Apalagi keluarganya selalu beririsan dengan pengambil kebijakan dari masa ke masa. Maka tak heran, informasi dan politik seakan menjadi bagian dari gaya hidupnya.
Ramai Disorot Publik
Nama Sukartini Silitonga-Djojohadikusumo tentu sangat asing di telinga milenial dan Gen Z. Maklum, usianya kini 104 tahun.
Dia adalah sosok yang menyaksikan segala macam perubahan di Indonesia, dari era tanpa sambungan telepon hingga kini semua bisa tersambung internet di mana saja.
Tien masuk dalam The Great Generation yang lekat dengan karakter patriotik. Di masa-masa itu memang banyak masyarakat yang lebih mementingkan kepentingan orang banyak, ketimbang kepentingan pribadi.
Tien memang bukan tokoh populer. Tetapi oleh sebagian kalangan di republik ini, dia adalah sosok yang sangat dihormati dan disegani. Termasuk oleh Fadli Zon, Fahri Hamzah, Anies Baswedan dan sederet tokoh 'jetset' negeri ini.
Nama Sukartini Silitonga Djojohadikusumo belakangan ramai disorot publik usai Prabowo Subianto mengunggah kebersamaannya dengan beliau.
Dalam caption foto yang ditautkan di akun Instagram Prabowo --Maret 2023 lalu-- Ketua Umum Partai Gerindra itu menyebut bahwa Sukartini adalah sosok terpelajar yang kini berusia 104 tahun.

Sukartini dan Prabowo tengah merayakan ulang tahun. Foto: Dok Sukartini.
Walau berusia di atas 1 abad, beliau disebut masih sangat sehat, bugar, dan enerjik.
Tak butuh waktu lama, postingan Prabowo langsung diserbu khalayak. Terlebih sosok sepuh dengan usia di atas, sangat jarang ditemui.
Banyak masyarakat lalu memenuhi dinding komentar dan mengapresiasi sosoknya, termasuk kedekatan dan besarnya perhatian Prabowo Subianto padanya. Apalagi doa-doa 'mustajab' ikut diucap Prabowo kepadanya.
Profil Sukartini Silitonga-Djojohadikusumo
Redaksi Poskota.co.id berkesempatan berbincang dengan anak kedua Sukartini, Mitra Vinda (58 tahun).
Menurut Vinda, ibunya, Sukartini Djojohadikusumo lahir di Madiun, pada 19 Maret 1919 silam. Sukartini adalah anak kedua dari lima bersaudara. Dan dia adalah tante Prabowo --adik dari ayahnya.
Usia Tien lebih muda 2 tahun dari kakaknya Prof Sumitro Djojohadikusumo (ayah Prabowo).

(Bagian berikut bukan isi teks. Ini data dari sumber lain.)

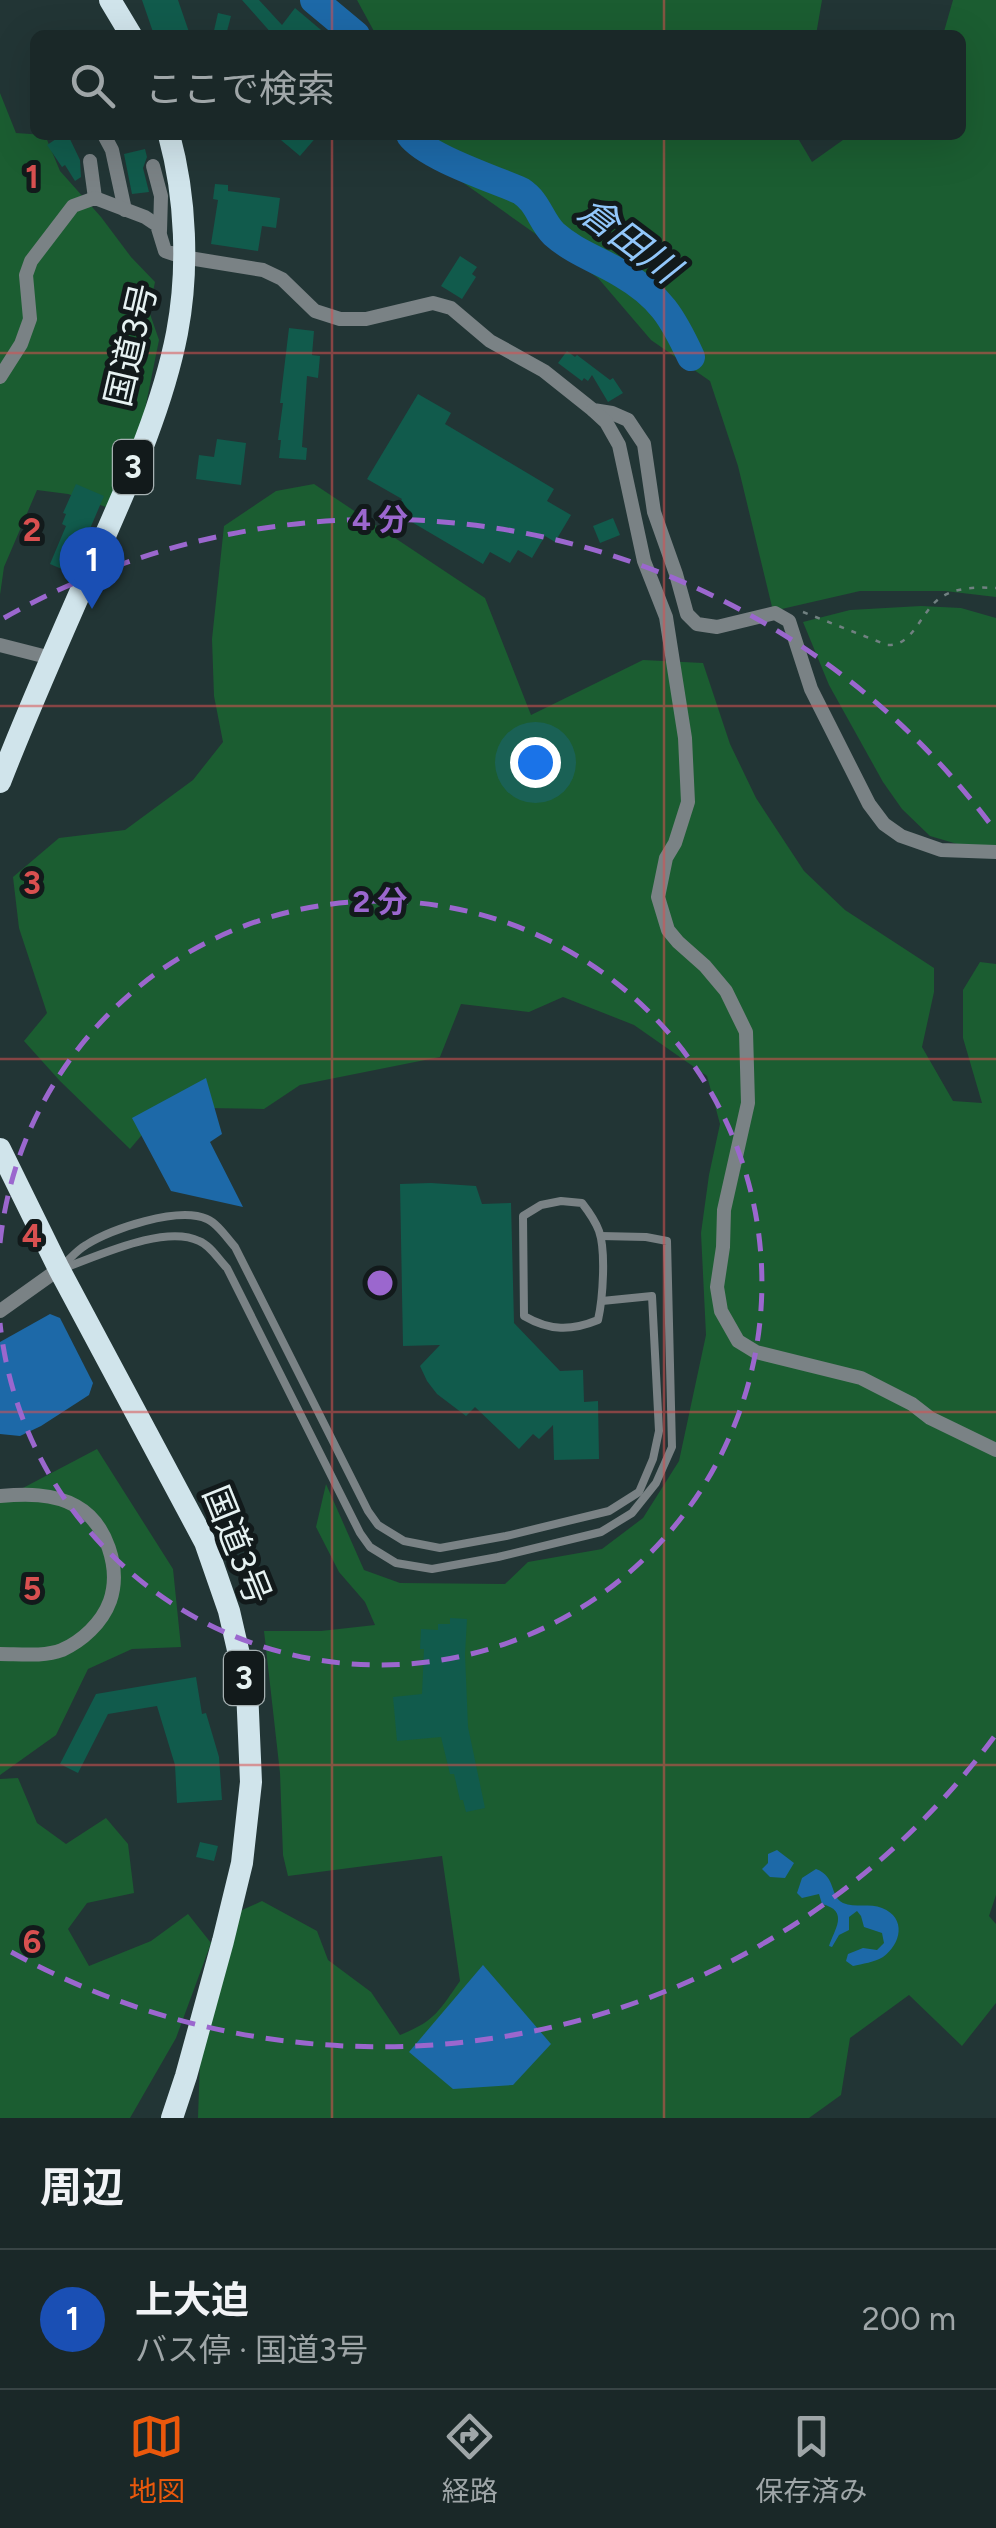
<!DOCTYPE html>
<html lang="ja">
<head>
<meta charset="utf-8">
<style>
	:root { --surface:#1a2828; --page:#233030; --text:#f1f3f6; --muted:#9fa6a8; --line:#384445; --accent:#ea580c }
	body { margin:0; font-family:Figtree,"Noto Sans JP",sans-serif; background:var(--page); color:var(--text) }
	.you { position:absolute; left:535px; top:762px; width:35px; height:35px; margin:-25px; border:8px solid #fff; border-radius:50%; background:#1a73e8; box-shadow:0 0 0 15px #1a73e833 }
	.badge { display:grid; place-items:center; width:65px; height:65px; border-radius:50%; background:var(--accent); color:#fff; font-size:32px; font-weight:700 }
	.pin { position:absolute; translate:-50% -82px; filter:drop-shadow(0 2px 5px #0008) }
	.pin::after { content:''; position:absolute; top:52px; width:35px; height:30px; background:inherit; clip-path:polygon(0 0,100% 0,50% 100%) }
	.list { margin:0; padding:0; list-style:none }
	h2 { display:flex; justify-content:space-between; align-items:center; height:130px; margin:0; padding:0 40px; font-size:42px }
	h2 small { font-size:32px; font-weight:400; color:var(--muted) }
	.list li { display:grid; grid-template-columns:65px 1fr auto; gap:30px; align-items:center; box-sizing:border-box; height:140px; padding:0 40px; border-top:2px solid var(--line) }
	.list b { display:block; font-size:38px; white-space:nowrap }
	.list p { margin:0; font-size:32px; white-space:nowrap; color:var(--muted) }
	.list em { font-size:32px; font-style:normal; color:var(--muted) }
	.icon { flex:none; width:55px; height:55px; fill:none; stroke:currentColor; stroke-width:2; stroke-linecap:round; stroke-linejoin:round }
	.map { position:relative; flex:none; width:996px; height:2118px; overflow:hidden }
	.search { position:absolute; background:var(--surface); box-shadow:0 10px 40px #0002; left:30px; right:30px; top:30px; height:110px; display:flex; align-items:center; gap:25px; box-sizing:border-box; padding:0 35px; border-radius:15px; color:var(--muted); font-size:38px }
	.sheet { height:270px; background:var(--surface) }
	nav { display:flex; justify-content:space-around; align-items:center; box-sizing:border-box; height:140px; border-top:2px solid var(--line); background:var(--surface); font-size:28px; color:var(--muted) }
	nav a { display:grid; justify-items:center; gap:5px }
	nav .on { color:var(--accent) }
	.map>svg:first-child { display:block }
	.green { fill:#1b5d31 }
	.water { fill:#1d69a8 }
	.lines { fill:none; stroke-linecap:round; stroke-linejoin:round }
	.river { stroke:#1d69a8; stroke-width:28 }
	.building { fill:#115b4c }
	.path { stroke:#718181; stroke-width:2.5; stroke-dasharray:5 8; stroke-linecap:butt }
	.service { stroke:#7a8285; stroke-width:8 }
	.minor { stroke:#7a8285; stroke-width:14 }
	.trunk { stroke:#d0e4eb; stroke-width:22 }
	.grid { fill:none; stroke:#d95050; stroke-width:2.5; stroke-opacity:0.55 }
	.ring { fill:none; stroke:#9b67ce; stroke-width:5; stroke-dasharray:18 12 }
	.labels { text-anchor:middle; stroke-width:10; stroke-linejoin:round; paint-order:stroke }
	.shield { fill:#121a1b; stroke:#a6b1b2; stroke-width:2.5 }
	.shield-label { font-size:32px; font-weight:bold; fill:#e6f2f2 }
	.street-label { font-size:35px; fill:#e6f2f2; stroke:#121a1b }
	.water-label { font-size:38px; font-style:italic; fill:#92c7fa; stroke:#121a1b }
	.grid-label { font-size:32px; text-anchor:middle; font-weight:bold; fill:#d95050; stroke:#121a1b; stroke-width:10; stroke-linejoin:round; paint-order:stroke }
	.centre { fill:#9b67ce; stroke:#121a1b; stroke-width:5 }
	.ring-label { font-size:30px; text-anchor:middle; font-weight:bold; fill:#9b67ce; stroke:#121a1b; stroke-width:10; stroke-linejoin:round; paint-order:stroke }
</style>
</head>
<body>
<div class="map">
<svg width="996" height="2118" viewBox="0 0 996 2118">
	<rect width="100%" height="100%" fill="#223535"/>
	<g class="green">
		<path d="M357,0h465l-6,35h-440z"/>
		<path d="M953,0h43v597l-51,-6h-85l-87,20 -35,-145 -28,-85 -59,-41 -53,-62 -184,-130 -3,-13h385l16,27 38,-27h111v-100h-18z"/>
		<path d="M0,93l16,40 29,2 15,36 41,46 30,40 24,25 -6,29 10,29 -17,84 -36,83 -38,-13 -31,-4 -33,77 -4,28z"/>
		<path d="M314,484l171,114 46,117 112,-55 60,3 27,81 26,54 48,73 41,39 89,58v24l-12,55 31,54 29,2 -19,-65v-48l17,-28 16,2v931l-7,21 7,8v79l-34,43 -53,-51 -59,43 -9,57 -32,23h-611l3,-88 39,-119 22,-10 55,30 11,29 43,32 29,43c35,-14 39,-24 60,-54l-18,-125 -154,20 -5,-21 -3,-82 -16,-142h57l54,-6 -10,-23 -26,-30 -23,-45 10,-43 38,86 36,13 105,1 23,-22 74,-13 41,-31 36,-57 27,-126 -5,-102 8,-58 11,-51 -13,-48 -73,-51 -71,-28 -34,15 -68,-8 -21,53 -140,28 -36,24 -58,-1 -49,9 -27,32 -70,-68 -36,-40 23,-28 -28,-85 -6,-51 46,-39 66,-8 68,-50 30,-38 -9,-46 -2,-57 12,-113 52,-35z"/>
		<path d="M921,606l40,2 35,10v232l-25,-2 -41,-12 -28,-27 -19,-27 -54,-97 -26,-63 47,-12z"/>
		<path d="M97,1449l76,120 8,78 -49,2 -44,20 -32,66 -56,40v-286h21z"/>
		<path d="M18,1778l19,45 29,21 40,-26 22,26 6,49 -47,10 -19,26 21,37 62,-25 37,-27 23,29 -35,95 -46,80h-130v-339z"/>
	</g>
	<g class="water">
		<path d="M206,1078l16,56 -12,8 33,65 -72,-16 -39,-73z"/>
		<path d="M50,1314l10,4 33,65 -4,12 -48,31 -21,10 -20,-2v-92z"/>
		<path d="M777,1850l17,13 -9,15 -15,-1 -8,-8 6,-6v-9z"/>
		<path d="M816,1869c21,8 13,27 27,34 12,5 27,0 39,5 25,10 19,36 1,49 -8,5 -21,7 -30,9l-7,-5 2,-7 15,-6 14,2 7,-7 -2,-10 -18,-6 -3,-11 -4,-5 -8,6v13l-10,5 -7,12 -3,-1c5,-16 21,-35 -7,-42l-3,-10 -17,4 -5,-5 5,-15z"/>
		<path d="M483,1965l68,79 -38,41 -60,4 -44,-37z"/>
	</g>
	<g class="lines">
		<g class="river">
			<path d="M314,0l42,35"/>
			<path d="M410,135c16,22 84,44 111,56 18,12 19,29 33,43 20,18 45,26 68,40 38,22 51,44 69,83"/>
		</g>
	</g>
	<g class="building">
		<path d="M142,0h36l12,35h-36z"/>
		<path d="M242,0h17l23,25 13,-17 32,27h-54z"/>
		<path d="M218,13l13,3 -5,19h-13z"/>
		<path d="M62,135h6l12,25 1,17 -6,4 -10,-16 -3,2 -15,-22z"/>
		<path d="M275,135h43l-18,21z"/>
		<path d="M145,149l2,8 -4,11 6,24 -17,2 -8,-40z"/>
		<path d="M215,184l13,1v6l52,7 -4,30 -14,-2 -4,25 -47,-7 7,-44 -5,-1z"/>
		<path d="M460,256l17,11 -5,7 4,3 -14,22 -21,-13z"/>
		<path d="M289,328l25,3 -2,24 8,1 -2,22 -11,-2 -5,71 5,1 -1,12 -27,-2 2,-18h-3l5,-37h-3z"/>
		<path d="M567,351l8,6 2,-2 33,25 3,-2 10,15 -15,9 -16,-27 -4,6 -4,-3 -2,3 -24,-18z"/>
		<path d="M418,394l33,19 -6,11 109,65 -7,12 24,14 -16,27 -10,-6 -13,22 -14,-8 -8,13 -20,-11 -7,12 -73,-43 2,-4 -16,-9 6,-9 -35,-20z"/>
		<path d="M217,439l29,4 -5,42 -45,-6 3,-24 15,2z"/>
		<path d="M76,484l28,12 -33,77 -21,-9 16,-38 -4,-2 4,-10 -3,-1z"/>
		<path d="M613,518l7,17 -20,8 -7,-17z"/>
		<path d="M431,1183l45,3 6,18 29,-1 3,120 46,48 23,-1 1,32 14,-1 1,58 -45,1 -1,-35 -14,14 -6,-5 -14,15 -44,-42 -9,9 -29,-22 -10,-13 -7,-15 20,-21 -37,1 -3,-162z"/>
		<path d="M450,1618l17,1 -2,35 3,73 17,81 -19,4 -3,-12h-3l-6,-26h-4l-9,-37 -44,4 -4,-44 29,-3 2,-45h-4l1,-20 17,1v-6h12z"/>
		<path d="M196,1677l6,37 4,-1 13,44 3,43 -45,3 -2,-38 -18,-59 -49,8 -30,59 -18,-9 36,-70z"/>
		<path d="M200,1842l18,4 -4,15 -18,-4z"/>
	</g>
	<g class="lines">
		<path class="path" d="M803,612l84,33c26,2 34,-34 53,-47 16,-11 37,-11 56,-10"/>
		<g class="service">
			<path d="M561,1201l21,2c7,9 13,17 17,28 7,20 4,67 -1,89 -27,11 -48,11 -74,-4l-1,-100 18,-11z"/>
			<path d="M62,1266c8,-7 15,-16 24,-21 25,-16 92,-39 121,-26 10,4 20,19 28,28l133,264 10,14 26,16 36,7 66,-12 103,-25 30,-19 14,-33 6,-28 -7,-135 -50,5"/>
			<path d="M64,1268c34,-12 101,-44 135,-27 11,4 20,19 28,27l133,265 10,14 26,16 36,6 66,-12 103,-25 31,-19 24,-30 16,-36 -5,-206 -21,-4 -45,-1"/>
		</g>
		<g class="minor">
			<path d="M104,135l8,15 13,60"/>
			<path d="M90,161l5,37"/>
			<path d="M153,166l8,30 -1,35"/>
			<path d="M0,377l21,-33 9,-25 -4,-44 5,-14 42,-55 22,-8 50,19 12,8 8,26 18,6 80,13 19,9 33,32 25,8h26l67,-16 18,5 39,33 54,30 49,39 19,3 16,7 16,24 10,68 22,62 11,40 10,10 20,3 58,-14 14,8 22,68 58,115 15,20 17,12 40,14 55,2"/>
			<path d="M593,410l13,12 13,23 25,116 22,56 19,121 3,64 -13,41 -9,15 -8,39 10,33 10,12 27,24 21,25 20,41 2,71 -24,107 -1,37 -6,40 4,24 17,30 18,11 105,26 51,26 18,14 66,32"/>
			<path d="M0,645l51,13"/>
			<path d="M0,1311l59,-42"/>
			<path d="M0,1496c25,-2 53,-3 76,10 31,17 45,63 34,95 -8,22 -28,40 -48,49 -18,7 -43,4 -62,4"/>
		</g>
		<g class="trunk">
			<path d="M110,0l21,35"/>
			<path d="M0,782c28,-72 59,-142 90,-212 33,-76 71,-155 87,-237 12,-63 9,-136 -8,-198"/>
			<path d="M0,1149l59,120 146,273 24,69 18,78 4,93 -9,81 -19,78 -37,135 -14,42"/>
		</g>
	</g>
	<path class="grid" d="M332,0v35M664,0v35M332,135v1983M664,135v1983M0,353h996M0,706h996M0,1059h996M0,1412h996M0,1765h996"/>
	<g class="ring">
		<path d="M0 1243A382 382 0 1 1 0 1323"/>
		<path d="M994 1737A764 764 0 0 1 4 1948M4 618A764 764 0 0 1 994 829"/>
	</g>
	<g class="labels">
		<g class="shield">
			<rect x="113" y="440" width="40" height="54" rx="8"/>
			<rect x="224" y="1651" width="40" height="54" rx="8"/>
		</g>
		<g class="shield-label">
			<text x="133" y="478">3</text>
			<text x="244" y="1689">3</text>
		</g>
		<g class="street-label">
			<text transform="translate(131 345) rotate(-77)" y="12">国道3号</text>
			<text transform="translate(237 1545) rotate(68)" y="12">国道3号</text>
		</g>
		<g class="water-label">
			<text transform="translate(629 240) rotate(37)" y="13">倉田川</text>
		</g>
	</g>
	<g class="grid-label">
		<text x="32" y="188">1</text>
		<text x="32" y="541">2</text>
		<text x="32" y="894">3</text>
		<text x="32" y="1247">4</text>
		<text x="32" y="1600">5</text>
		<text x="32" y="1953">6</text>
	</g>
	<circle cx="380" cy="1283" r="15" class="centre"/>
	<g class="ring-label">
		<text x="380" y="530">4 分</text>
		<text x="380" y="912">2 分</text>
	</g>
</svg>
<div class="you"></div>
<div class="pin badge" style="left:92px;top:609px;background:#1a4fb4">1</div>
<div class="search"><svg class="icon" aria-label="search" viewBox="0 0 24 24"><circle cx="10" cy="10" r="6"/><path d="M15 15l6 6"/></svg>ここで検索</div>
</div>
<section class="sheet">
<h2>周辺<small></small></h2>
<ul class="list">
<li><span class="badge" style="background:#1a4fb4">1</span><div><b>上大迫</b><p>バス停 · 国道3号</p></div><em>200 m</em></li>
</ul>
</section>
<nav>
<a class="on"><svg class="icon" aria-label="map" viewBox="0 0 24 24"><path d="M3 6l6-2 6 2 6-2v14l-6 2-6-2-6 2zM9 4v14M15 6v14"/></svg>地図</a>
<a><svg class="icon" aria-label="directions" viewBox="0 0 24 24"><path d="M12 3l9 9-9 9-9-9zM9 14v-3h6M13 9l2 2-2 2"/></svg>経路</a>
<a><svg class="icon" aria-label="saved" viewBox="0 0 24 24"><path d="M7 4h10v16l-5-4-5 4z"/></svg>保存済み</a>
</nav>
</body>
</html>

Kakak beradik, Sumitro, Sukartini, Miniati, Subianto, Sujono. Foto: Dok Sukartini.
Tien lahir dari keluarga berada. Sang ayah, Margono Djojohadikusumo dikenal sebagai salah satu begawan koperasi Indonesia, yang mendirikan Bank Negara Indonesia 46 (sekarang BNI).
Sukartini kecil dikenal sebagai sosok 'bandel'. Dia senang bermain, dan tak seperti seorang anak yang terlahir dari darah priyayi yang kerap bersikap 'jaga image'. Tak heran dia punya banyak kawan, dan menjadi figur yang disenangi oleh teman-temannya.
"Ibu selalu cerita, masa kecilnya cukup bandel, sukanya olahraga. Orangnya gaul, punya banyak teman. Saat sekolah saja, dia justru lebih senang kalau selalu ada di lapangan. Dia gemar atletik."
"Makanya waktu PON pertama di Solo, dia juga ikut," kata Mitra Vinda Kamis 13 Juli 2023.
Menurut Vinda, karena terlahir dari keluarga priyayi, ibunya memperoleh akses pendidikan memadai. Dia mengenyam pendidikan termasyhur di eranya, yakni sekolah Belanda di Jakarta, Koning Willem III School te Batavia (Kawedri). Sekolah ini termasuk kategori Gouvernements Hoogere Burgerschool (HBS) atau Openbare HBS.
HBS adalah sekolah kaum elite yang tersebar di beberapa wilayah di Indonesia. Siswa yang bisa masuk, hanya sebagian besar orang Eropa, dan anak dari beberapa tokoh terkemuka Bumiputra. Sebagai gambaran, siswa pribumi yang bisa ikut belajar di sana hanya 5 persen dari total siswa di HBS.
Ketika itu, Tien mengambil jurusan de literaire ekonomische afdeeling yang mempelajari ekonomi, sastra, dan kebudayan, termasuk bahasa dan kebudayaan Yunani, dan bahasa Latin.
Walau bergaya prokem, Tien kecil dikenal punya minat tinggi pada beberapa mata pelajaran. Beliau juga terdaftar mengenyam pendidikan di Carpentier Alting Stichting (CAS) sebelum akhirnya pada 1937, melanjutkan pendidikan di Belanda.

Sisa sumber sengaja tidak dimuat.